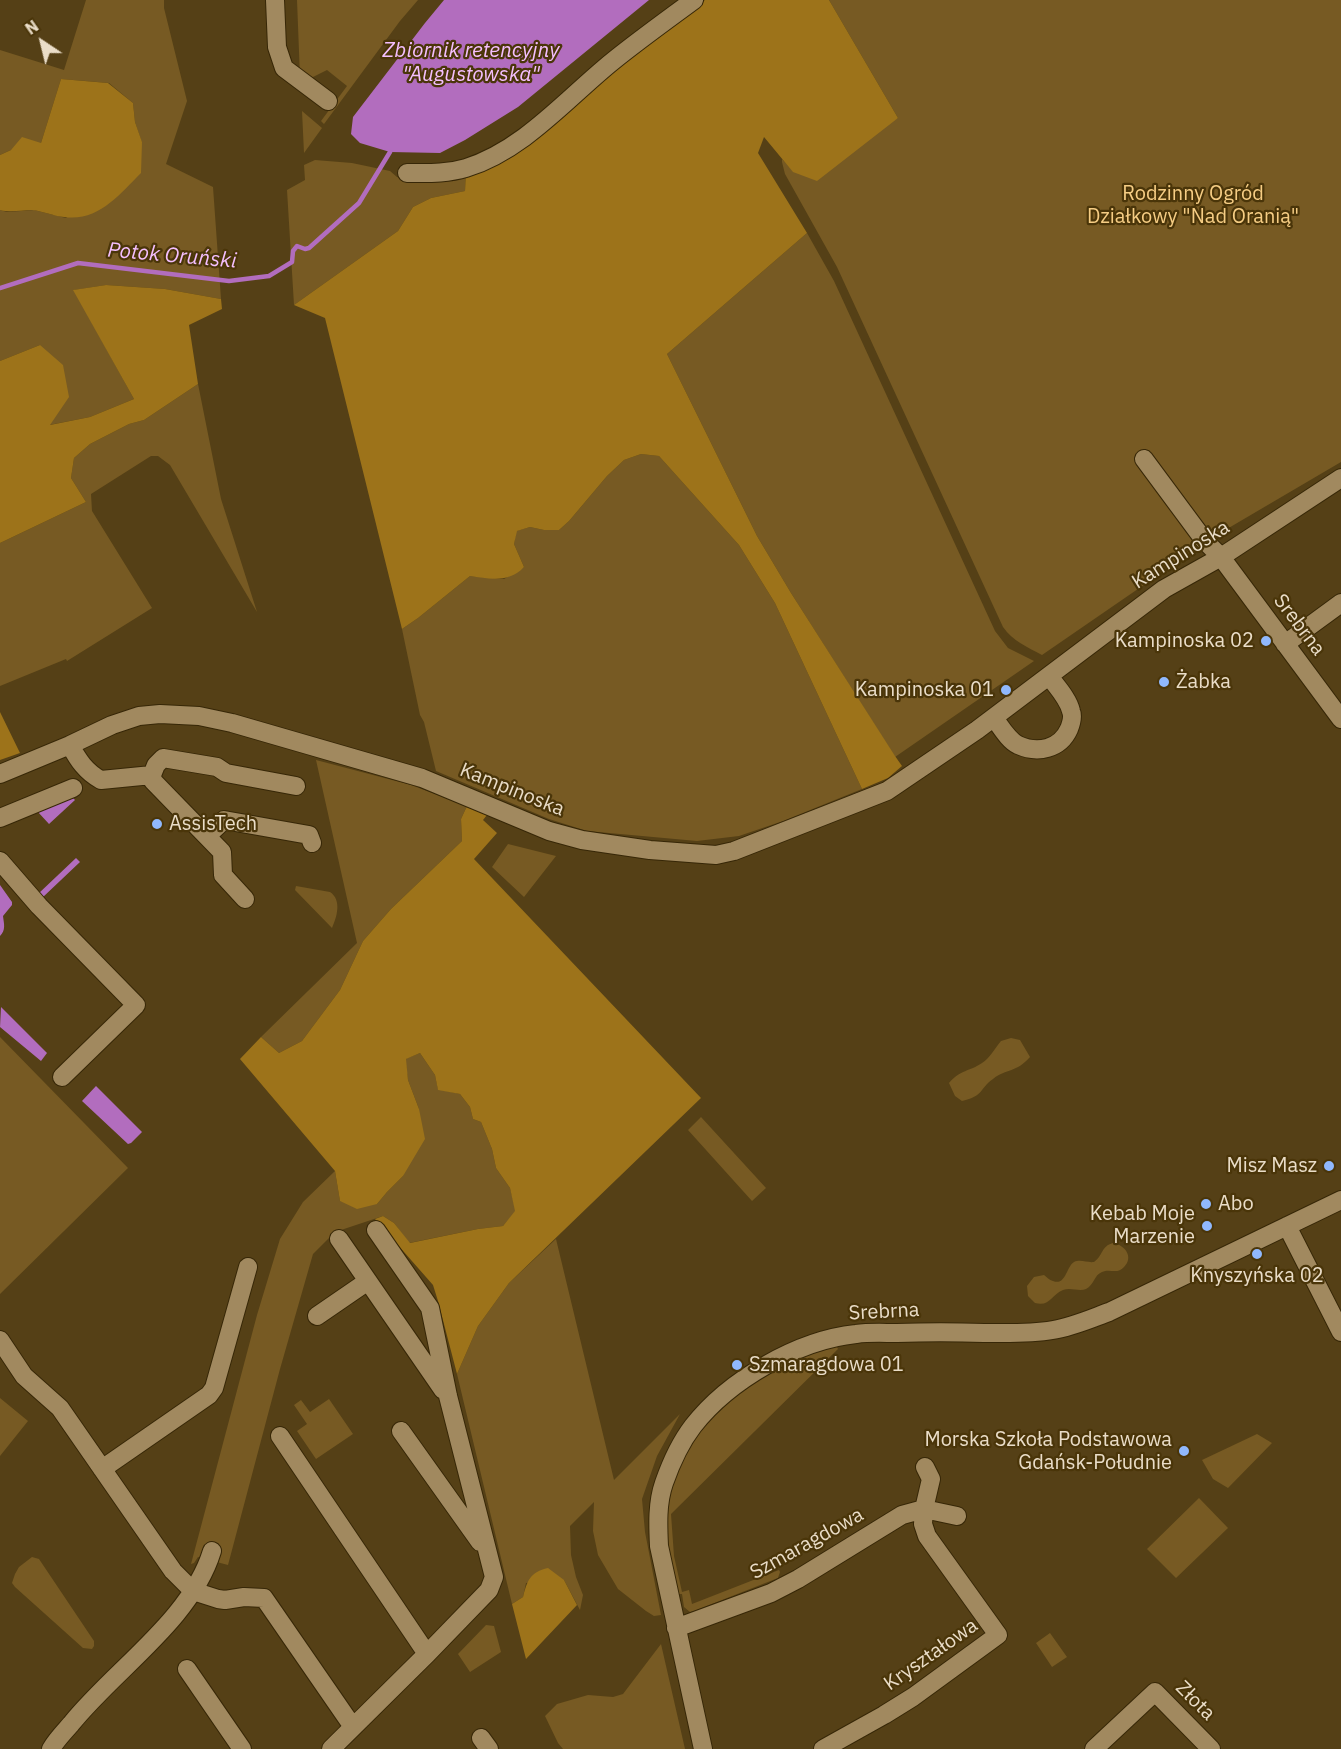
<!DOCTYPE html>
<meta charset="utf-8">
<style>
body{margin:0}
#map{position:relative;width:1341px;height:1749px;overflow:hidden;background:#554016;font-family:"IBM Plex Sans",sans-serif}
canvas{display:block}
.north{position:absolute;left:12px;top:12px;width:60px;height:60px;-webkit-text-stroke:4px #4a3509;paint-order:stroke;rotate:325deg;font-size:16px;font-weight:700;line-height:24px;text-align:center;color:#eaddc8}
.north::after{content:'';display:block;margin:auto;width:21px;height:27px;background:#eaddc8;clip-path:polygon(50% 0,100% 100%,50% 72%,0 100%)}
</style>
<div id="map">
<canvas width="1341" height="1749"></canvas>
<div class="north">N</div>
</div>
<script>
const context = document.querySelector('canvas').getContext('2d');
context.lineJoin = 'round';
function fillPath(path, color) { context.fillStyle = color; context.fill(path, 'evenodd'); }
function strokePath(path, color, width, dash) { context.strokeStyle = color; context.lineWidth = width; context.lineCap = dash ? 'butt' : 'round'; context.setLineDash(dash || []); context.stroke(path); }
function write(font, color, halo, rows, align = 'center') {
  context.font = font + ' "IBM Plex Sans",sans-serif'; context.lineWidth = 4.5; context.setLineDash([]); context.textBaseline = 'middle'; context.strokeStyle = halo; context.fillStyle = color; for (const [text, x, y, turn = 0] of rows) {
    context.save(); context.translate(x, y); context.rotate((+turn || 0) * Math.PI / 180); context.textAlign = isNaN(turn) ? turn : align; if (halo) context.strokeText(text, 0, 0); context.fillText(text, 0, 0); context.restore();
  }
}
const green = new Path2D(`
 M86 0H164V8L187 101 166 164 213 187 221 299 165 289 106 285 74 290 134 399 90 417 49 425 40 345 0 361V210L7 212 34 210 66 218 142 143 135 122 133 103 109 83 61 79 41 143 11 150 0 155V50L64 70Z
 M297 0H418L400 21 324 124 321 121 347 86 327 70 305 81 300 77Z
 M829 0H1341V462L1215 536 1210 535 1212 538 1042 655C1027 647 1013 641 1003 627L837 267 785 174 782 162V159L794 172 898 118Z
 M302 111 322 128 304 153Z
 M315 160 352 163 390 171 397 177 415 180 466 171 465 191 431 198 413 207 398 231 294 305 287 190 305 180 304 165Z
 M807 233 834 281 995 631 1008 648 1034 661 895 757 791 593 757 536 667 354Z
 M198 384 221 499 257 612 170 465 158 456H151L91 494 92 511 152 608 67 661 66 659 0 686V543L86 502 71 478 74 458 90 444 129 424 144 420Z
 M641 454 659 456 739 545 775 603 862 789 783 821 739 836 697 841 587 831 549 819 436 771 424 722 420 715 402 629 418 618 470 576 504 579 524 567 514 544 516 531 530 527 544 530H559L569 521 607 476 624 460Z
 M316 760 411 785 467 806 461 819 462 841 391 909 363 941 340 990 302 1041 279 1053 261 1037 357 943Z
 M508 844 556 856 524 897 492 867Z
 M296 886 330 892C342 900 337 917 332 928L295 890Z
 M0 1037 128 1168 0 1294Z
 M1011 1038 1020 1040 1030 1057C1016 1073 1007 1068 993 1079 979 1089 984 1096 962 1101L955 1096 949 1083C961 1069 969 1072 982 1063 990 1058 995 1048 1001 1041Z
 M420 1053 435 1075 438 1089 460 1094 470 1107 473 1119 481 1122 492 1149 496 1168 510 1188 516 1211 503 1226 478 1229 409 1243 394 1223 383 1216 335 1232 313 1254 280 1369 228 1565 198 1557 194 1563 191 1564 257 1315 280 1239 303 1202 335 1171 340 1201 377 1204 387 1192 403 1176 419 1109 408 1080 405 1059Z
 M701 1117 766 1188 752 1201 688 1130Z
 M556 1239 614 1480 680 1414 657 1456 642 1499 645 1532 661 1615 654 1616 646 1611 618 1589 598 1555 593 1531 594 1502 570 1526 571 1555 576 1577 583 1595 580 1610 564 1580 526 1583 523 1597 512 1604 457 1374 478 1326 509 1283Z
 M1113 1243C1125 1245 1134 1257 1124 1267 1117 1275 1110 1268 1102 1272 1094 1275 1094 1285 1086 1289 1079 1292 1071 1287 1063 1290 1051 1295 1050 1307 1035 1303L1028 1296 1027 1286 1034 1277 1044 1275C1047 1277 1049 1280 1053 1281 1066 1286 1066 1267 1074 1262 1081 1259 1087 1263 1094 1262 1103 1256 1101 1246 1113 1243Z
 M836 1345 838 1349 671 1514 674 1556 682 1592 689 1590 692 1604 779 1570 780 1572 778 1578 694 1611 690 1612 684 1607 682 1594H677C672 1569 665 1543 667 1517 675 1426 755 1369 836 1345Z
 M0 1398 28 1421 0 1456Z
 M329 1399 353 1434 316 1459 297 1431 307 1424 294 1405 301 1400 310 1412Z
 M1257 1434 1272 1443 1228 1488 1213 1479 1202 1460Z
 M1199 1498 1228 1528 1176 1578 1147 1549Z
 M32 1557 39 1559 94 1641V1646L92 1649 83 1648 15 1587 12 1583 15 1574 19 1567Z
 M486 1625 494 1626 501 1652 470 1672 458 1654Z
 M1050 1633 1067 1657 1052 1667 1036 1643Z
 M661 1644 685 1749H563L558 1743 545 1716 557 1704 588 1695 613 1697 623 1694Z`);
const forest = new Path2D(`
 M705 0H829L898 118 817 181 793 172 764 137 758 153 807 233 667 354 757 536 791 593 895 756 902 766 888 778 862 789 775 603 739 545 659 456 641 454 624 460 607 476 569 521 559 530H544L530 527 517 531 514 544 524 567C509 583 490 579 470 576L418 618 402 629 325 318 294 305 398 231 413 207 431 198 465 191 466 171 613 68Z
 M61 79 108 83 133 103 135 122 142 142 141 173C119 195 98 222 64 217 53 216 43 211 32 210 21 210 11 213 0 210V155L11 150 22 137 41 143Z
 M106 285 165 289 221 299 222 309 189 325 198 384 144 420 129 424 90 444 74 458 71 478 86 502 0 543V361L40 345 63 365 69 397 50 425 90 417 134 399 73 290Z
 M0 712 20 753 0 760Z
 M467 806 487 815 483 820 497 833 474 859 701 1098 509 1283 478 1326 457 1374 438 1301 433 1285 375 1219 383 1216 394 1223 410 1243 478 1229 503 1226 515 1211 510 1188 496 1168 492 1149 481 1122 473 1119 470 1107 460 1094 438 1090 435 1075 420 1053 406 1059 408 1080 419 1109 425 1139 403 1176 387 1192 377 1204 357 1209 340 1201 335 1171 240 1059 261 1037 279 1053 302 1041 340 990 363 941 391 909 462 841 461 819Z
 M548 1568 564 1580 577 1605 526 1659 512 1604 523 1597C527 1581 530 1572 548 1568Z`);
const water = new Path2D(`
 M444 0H649L518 107 465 140 440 153 390 152 360 143 351 134 353 117 425 23Z
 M73 798 75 800 49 824 38 812Z
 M76 858 80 862 42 898 38 894Z
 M0 885 12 902V905L3 916C4 924 6 930 0 936Z
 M1 1007 47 1053 41 1061 0 1027Z
 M96 1086 142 1132 131 1143 128 1144 82 1101Z`);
const stream = new Path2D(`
 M0 288 78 263 229 281 269 276 292 262 293 251 297 246 305 249 309 248 359 203 390 152`);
const minor = new Path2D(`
 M275 0 277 47 284 68 328 101
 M407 173C427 173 446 174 466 168 524 150 567 98 613 61 639 40 667 20 694 0
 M1144 459 1204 540 1221 557 1341 719
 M1285 644 1341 603
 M994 718C1001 727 1008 740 1018 745 1038 754 1060 749 1069 729 1071 724 1073 716 1071 711 1068 698 1056 686 1049 676
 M70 745C78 760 86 772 101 780L152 775 153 781 222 852 223 875 245 899
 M0 774 70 745 112 725 139 716 160 714 199 716 232 723 422 778 549 831 582 840 650 850 716 855 734 851 887 791 977 730 1164 589 1221 557 1341 478
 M152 775 156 765 163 758 217 767 226 773 296 786
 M0 818 73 788
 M207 836 224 820 309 835 312 843
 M0 861 39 906 136 1005 62 1077
 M1287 1226 1341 1332
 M339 1239 443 1390
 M317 1316 368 1281
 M0 1340 24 1376 60 1408 173 1571 193 1591 218 1599 225 1600 244 1597 264 1598 353 1727
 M401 1431 480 1542
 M280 1436 427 1654
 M102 1469 209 1395 214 1388 248 1267
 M676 1628 771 1593 798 1579 902 1515 924 1509 957 1516
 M187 1669 242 1749
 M481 1738 489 1749
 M51 1749C56 1740 64 1732 71 1724 115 1669 191 1620 212 1551
 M331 1749 427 1654 489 1590 494 1577 448 1396 430 1308 376 1230
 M703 1749 659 1546C658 1525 657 1503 664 1483 671 1463 680 1443 693 1426 729 1380 798 1340 856 1334 870 1332 884 1333 897 1333 926 1332 955 1332 984 1333 1007 1333 1030 1334 1053 1330 1072 1327 1090 1319 1109 1312L1341 1200
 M823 1749 884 1715 913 1697 998 1635 927 1536 923 1524 924 1509 931 1479 925 1467
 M1094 1749 1155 1692 1211 1749`);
const markers = [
 [1266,641,6,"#90b8fd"],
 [1164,682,6,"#90b8fd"],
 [1006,690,6,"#90b8fd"],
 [157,824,6,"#90b8fd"],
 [1329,1166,6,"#90b8fd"],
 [1206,1204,6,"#90b8fd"],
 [1207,1226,6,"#90b8fd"],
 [1257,1254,6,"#90b8fd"],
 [737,1365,6,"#90b8fd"],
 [1184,1451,6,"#90b8fd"]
];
const parkNames = [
 ["Rodzinny Ogród",1193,194],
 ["Działkowy \"Nad Oranią\"",1193,217]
];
const streetNames = [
 ["Kampinoska",1181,555,-32],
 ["Srebrna",1299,625,53],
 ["Kampinoska",512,790,22],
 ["Srebrna",884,1312,-3],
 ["Szmaragdowa",807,1544,-29],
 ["Kryształowa",931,1655,-35],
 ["Złota",1195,1701,45]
];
const poiNames = [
 ["Kampinoska 02",1254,641],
 ["Żabka",1176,682,"left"],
 ["Kampinoska 01",994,690],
 ["AssisTech",169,824,"left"],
 ["Misz Masz",1317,1166],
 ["Abo",1218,1204,"left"],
 ["Kebab Moje",1195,1214],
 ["Marzenie",1195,1237],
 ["Knyszyńska 02",1257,1276,"center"],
 ["Szmaragdowa 01",749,1365,"left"],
 ["Morska Szkoła Podstawowa",1172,1440],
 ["Gdańsk-Południe",1172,1463]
];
const waterNames = [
 ["Zbiornik retencyjny",471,51],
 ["\"Augustowska\"",471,75],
 ["Potok Oruński",172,256,5]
];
fillPath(green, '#775a23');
fillPath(forest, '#9d731a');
fillPath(water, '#b26dbe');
strokePath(stream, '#b26dbe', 4.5);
strokePath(minor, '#372707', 20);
strokePath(minor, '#a1895f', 18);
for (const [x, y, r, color] of markers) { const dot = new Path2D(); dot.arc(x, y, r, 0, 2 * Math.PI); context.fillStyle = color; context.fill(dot); strokePath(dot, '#4a3509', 2); }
write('20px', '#f6cd84', '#4a3509', parkNames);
write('20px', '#eaddc8', '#4a3509', streetNames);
write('20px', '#eaddc8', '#4a3509', poiNames, 'right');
write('italic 21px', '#f4bffe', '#4a3509', waterNames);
</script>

● **Requirement**:
Go through the listing and copy each line with the string "setLineDash".

● **Written response**:
function strokePath(path, color, width, dash) { context.strokeStyle = color; context.lineWidth = width; context.lineCap = dash ? 'butt' : 'round'; context.setLineDash(dash || []); context.stroke(path); }
  context.font = font + ' "IBM Plex Sans",sans-serif'; context.lineWidth = 4.5; context.setLineDash([]); context.textBaseline = 'middle'; context.strokeStyle = halo; context.fillStyle = color; for (const [text, x, y, turn = 0] of rows) {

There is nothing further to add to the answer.